SWOT Week...just the name provokes a fluttering of butterflies in the stomach. SWOT Week, by usual definition, applies to students preparing for upcoming exams and assessments. It is an opportunity to step away from regular classes, work obligations and other commitments, in order to fully submerge yourself in study.


While some type-A personalities (cough, cough) RELISH in the planning and organising opportunities a SWOT week provides, others are full of nervous anticipation and dread. What should I study? How should I study? When should I study? If this is you (and even if it's not), you're in the right place. In this post, we're going to offer you the very best tips and advice to maximise your performance and keep your nervous system CALM.


The first thing you should know about ensuring you are adequately prepared to undertake SWOT week: it's a good idea to take some time off work. Now, I know - this is easy if you're a student, but what if you work full-time? You can't very well just take a week off. If this applies to you, I recommend speaking to your employer about the negotiations that can be made. For example, can you work five half-days this week instead? Can you complete just the important tasks and delegate the simpler ones to other colleagues, leaving time for you to go home early and study? Can you work two full days instead of five? Whatever you'd like to do, chances are your employer will be willing to negotiate with you and create a (very short-term) plan that works for both parties. If you are sitting your LANTITE exam, you probably work in a school environment anyway - your principal, coordinator and leadership teams most likely understand your situation and want to help you as much as they can. So don't be afraid to share your anxieties about taking time off to study.

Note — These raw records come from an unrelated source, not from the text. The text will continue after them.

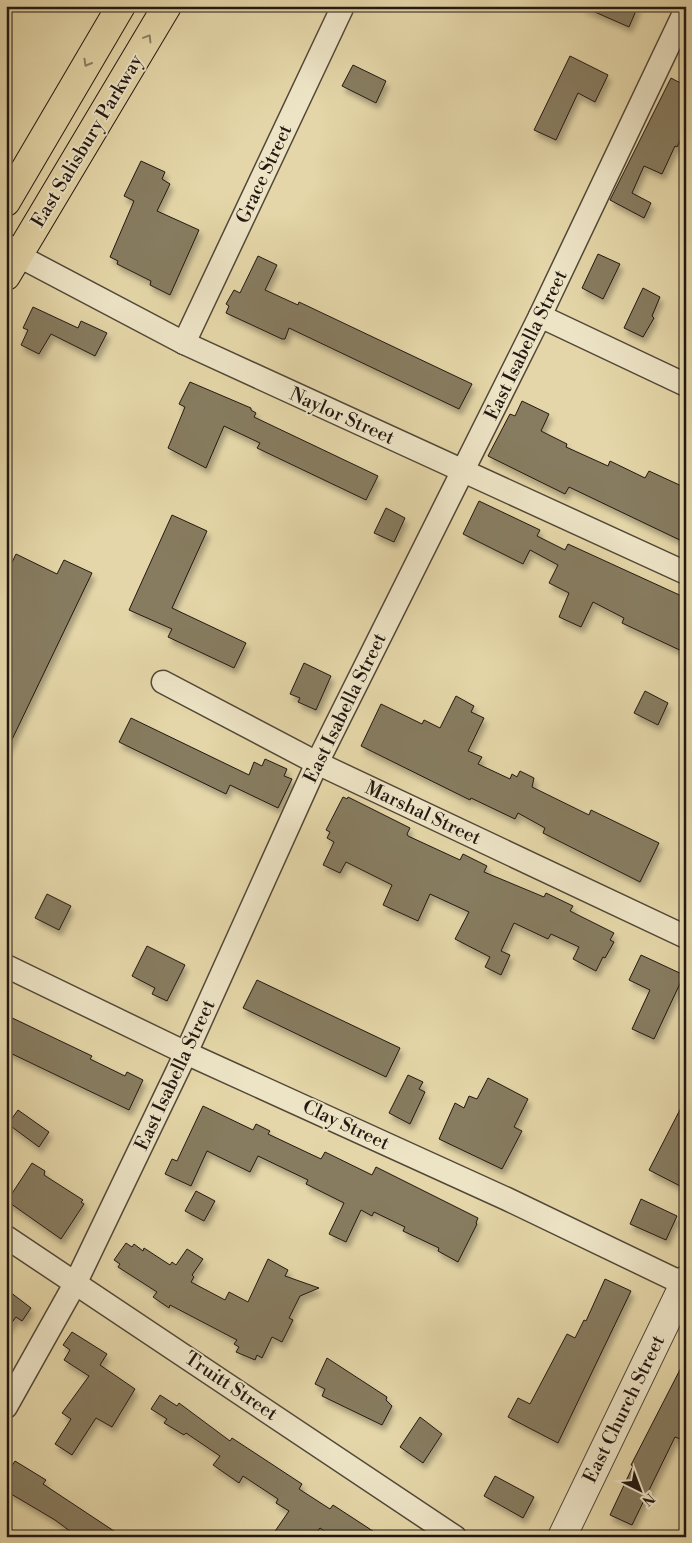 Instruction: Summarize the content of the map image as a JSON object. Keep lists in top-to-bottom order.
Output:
{
  "streets": {
    "main road": ["East Salisbury Parkway"],
    "street": [
      "Grace Street",
      "East Isabella Street",
      "Naylor Street",
      "Marshal Street",
      "Clay Street",
      "Truitt Street",
      "East Church Street"
    ]
  },
  "crossings": [
    ["East Salisbury Parkway", "Naylor Street"],
    ["Grace Street", "Naylor Street"],
    ["East Isabella Street", "Naylor Street"],
    ["East Isabella Street", "Marshal Street"],
    ["East Isabella Street", "Clay Street"],
    ["East Isabella Street", "Truitt Street"],
    ["Clay Street", "East Church Street"]
  ],
  "north": "bottom right"
} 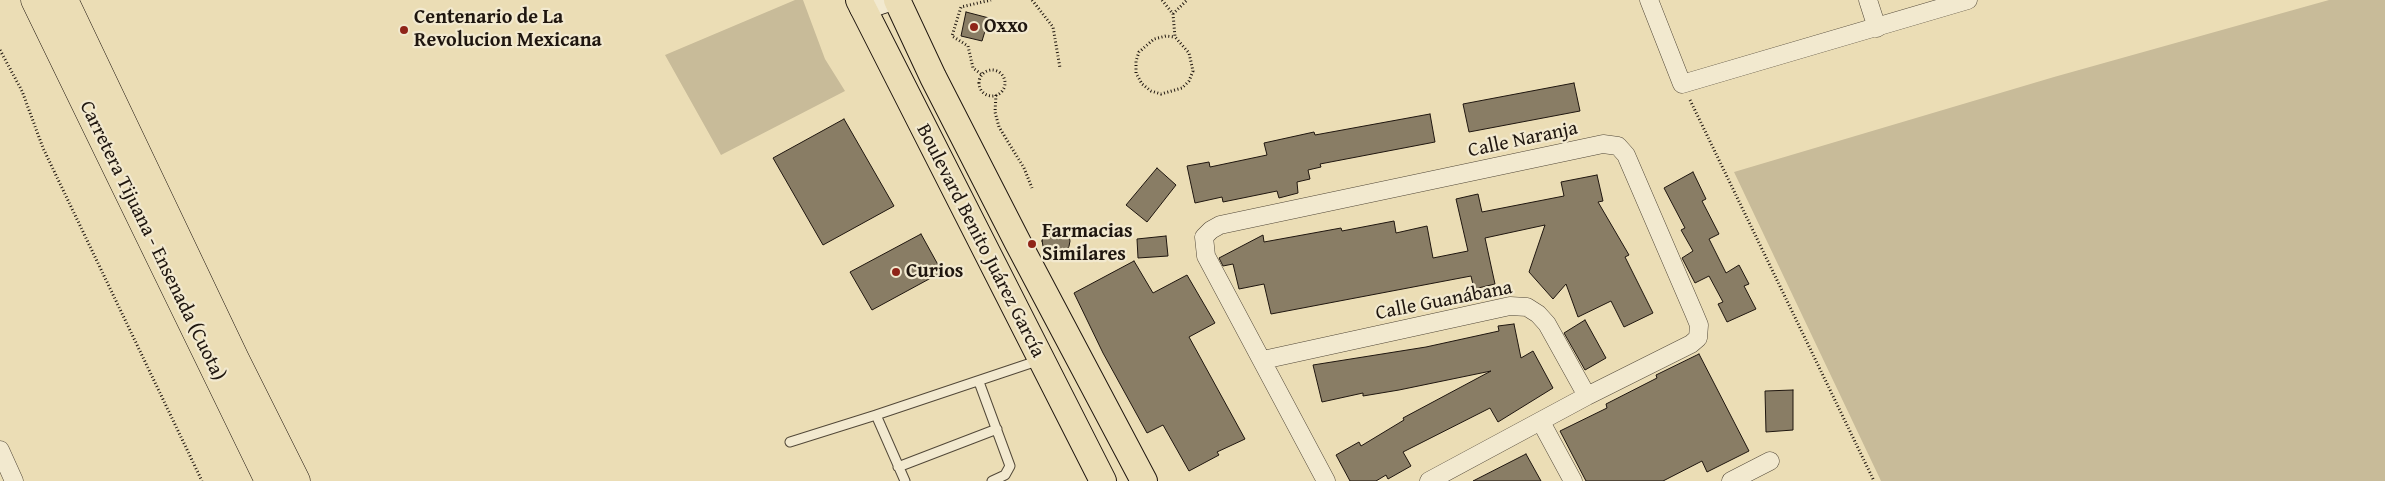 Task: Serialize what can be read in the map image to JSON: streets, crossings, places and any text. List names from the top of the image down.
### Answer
{
  "streets": {
    "highway": ["Carretera Tijuana - Ensenada (Cuota)"],
    "main road": ["Boulevard Benito Juárez García"],
    "street": ["Calle Naranja", "Calle Guanábana"]
  },
  "crossings": [
    ["Calle Naranja", "Calle Guanábana"]
  ],
  "places": [
    "Oxxo",
    "Centenario de La Revolucion Mexicana",
    "Farmacias Similares",
    "Curios"
  ]
}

In the event that a consensus can't be reached, you'll have to spend every waking moment outside of work hours studying. BUT I caution you: do not burn yourself out, especially not the week before a huge exam. Dedicate yourself to studying manageable loads until the weekend comes, when you can fully immerse yourself in it. It isn't the end of the world if you can't get time off before your exam, because the consistent study you've done for the last few months will carry you through. If you're someone that hasn't done any study at all, and are relying on 'cramming' methods the week before, heed my advice: it's unlikely you'll pass, so you're better off postponing until the next window. Save yourself the headache (and heartache!).

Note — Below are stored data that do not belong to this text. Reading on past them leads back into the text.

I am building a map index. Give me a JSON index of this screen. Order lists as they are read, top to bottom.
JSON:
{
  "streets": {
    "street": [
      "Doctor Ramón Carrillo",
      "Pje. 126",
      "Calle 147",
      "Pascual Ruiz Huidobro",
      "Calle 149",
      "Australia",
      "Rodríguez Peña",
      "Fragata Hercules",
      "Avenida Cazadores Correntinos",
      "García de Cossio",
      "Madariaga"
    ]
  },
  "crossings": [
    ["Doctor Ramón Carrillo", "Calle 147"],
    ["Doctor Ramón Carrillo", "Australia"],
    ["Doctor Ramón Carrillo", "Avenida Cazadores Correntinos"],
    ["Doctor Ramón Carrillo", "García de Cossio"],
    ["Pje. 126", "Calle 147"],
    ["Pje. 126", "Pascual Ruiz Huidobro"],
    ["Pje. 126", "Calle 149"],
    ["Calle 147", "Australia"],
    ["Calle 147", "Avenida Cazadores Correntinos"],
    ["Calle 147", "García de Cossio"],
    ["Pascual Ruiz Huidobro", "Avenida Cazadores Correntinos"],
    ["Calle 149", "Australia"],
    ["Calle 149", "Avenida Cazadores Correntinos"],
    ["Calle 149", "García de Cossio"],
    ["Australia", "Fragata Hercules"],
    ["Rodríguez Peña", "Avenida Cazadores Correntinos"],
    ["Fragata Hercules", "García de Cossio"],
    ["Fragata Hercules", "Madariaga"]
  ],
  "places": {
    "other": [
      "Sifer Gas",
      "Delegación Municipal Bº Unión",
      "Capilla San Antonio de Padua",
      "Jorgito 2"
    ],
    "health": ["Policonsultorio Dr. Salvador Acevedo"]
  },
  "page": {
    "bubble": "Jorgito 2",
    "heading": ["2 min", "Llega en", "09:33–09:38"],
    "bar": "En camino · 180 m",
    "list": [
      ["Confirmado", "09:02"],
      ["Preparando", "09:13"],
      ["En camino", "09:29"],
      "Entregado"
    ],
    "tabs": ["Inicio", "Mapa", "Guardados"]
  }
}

Now that you've - hopefully - managed to get some time off during SWOT week, here are my very best tips for making it a smooth, productive and enjoyable (yes, enjoyable) process.


Be Organised



Yes, you've heard this before. I don't want to sound like a broken record here, but organisation is crucial. There are a few small but powerful tasks I recommend to keep yourself organised:


1. De-clutter your space


That's right; Marie Kondo isn't just a pop culture fad icon, she's also kind of a genius. By decluttering your space, you give your brain the mental capacity to process studying. Environments have a huge impact on the way we live our lives, so if you're constantly exposed to mess, clutter and filth, you're probably not in a very good mood, and you're severely restricting your ability to retain information. If you're feeling particularly unmotivated to clean, I recommend just allocating yourself 15 minutes to do as much as you can. Set a timer, put on some music and get moving. Once those 15 minutes are up, I'm willing to bet that you've made significant progress, and probably don't want to stop!

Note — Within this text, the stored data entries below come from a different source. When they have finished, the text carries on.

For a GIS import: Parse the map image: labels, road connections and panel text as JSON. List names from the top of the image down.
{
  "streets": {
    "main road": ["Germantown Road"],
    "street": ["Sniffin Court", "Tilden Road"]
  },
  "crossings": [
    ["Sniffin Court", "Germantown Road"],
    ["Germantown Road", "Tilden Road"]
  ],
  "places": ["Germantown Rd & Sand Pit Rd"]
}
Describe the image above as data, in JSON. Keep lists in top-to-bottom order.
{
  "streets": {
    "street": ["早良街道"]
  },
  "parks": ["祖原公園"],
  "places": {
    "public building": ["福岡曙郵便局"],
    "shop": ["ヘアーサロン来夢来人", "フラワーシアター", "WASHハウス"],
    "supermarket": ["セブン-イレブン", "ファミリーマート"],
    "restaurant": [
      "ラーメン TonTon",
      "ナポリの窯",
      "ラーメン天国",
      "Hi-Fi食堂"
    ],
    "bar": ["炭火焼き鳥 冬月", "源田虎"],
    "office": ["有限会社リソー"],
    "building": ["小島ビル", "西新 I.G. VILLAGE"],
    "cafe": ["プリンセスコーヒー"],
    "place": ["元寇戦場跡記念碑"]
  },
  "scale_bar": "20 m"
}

2. Gather your important documents


ACER has some tough requirements, so you'll need to make sure that your affairs are in order. Gather your entry ticket, valid photo ID and any other documents you need for the day. Requirements change depending on the location of your exam, so get online, find out the requirements for your specific circumstances, and place them somewhere safe. Having everything laid out in your nice, clean environment will give you a sense of control over what is essentially an out-of-your-control situation.


3. Make a study list


Just as you've studied with a plan in mind previously, SWOT week is no exception. You can't just frantically run around trying to do everything; you need a clear and concise plan in mind. I recommend planning out the entire week - it might look something like this:


Monday:

- Revise reading strategies

- Practice exam

- Read for an hour


Tuesday:

- Analyse practice exam

- Prepare strategy for whole exam

- Study commas and apostrophes


etc., so on and so forth. For each day, have a precise list of tasks to accomplish and concepts to revise. Ensure you already have the materials available for these. I recommend checking out our shop for some fantastic literacy resources. I've tethered some particularly helpful resources below, but you can find many more in our shop.





Tackle Stress



I know you've already heard the basic tricks to managing anxiety and stress: meditation, breathing work, distraction strategies, etc. These are all valid, but I invite you to think about what's actually behind your stress.


Too often, we are quick to want to banish stress entirely, but you have to remember that stress is your body's way of alerting you to something. It recognises that the tasks before you are important. In a twisted way, your body is trying to motivate you to get things done. So when you get stressed, think about what in particular is causing this. Yes, you're stressed about your exam - but go deeper than that. Consider:


- whether organisation is a factor (are you stressed because you are not as organised as you could be?)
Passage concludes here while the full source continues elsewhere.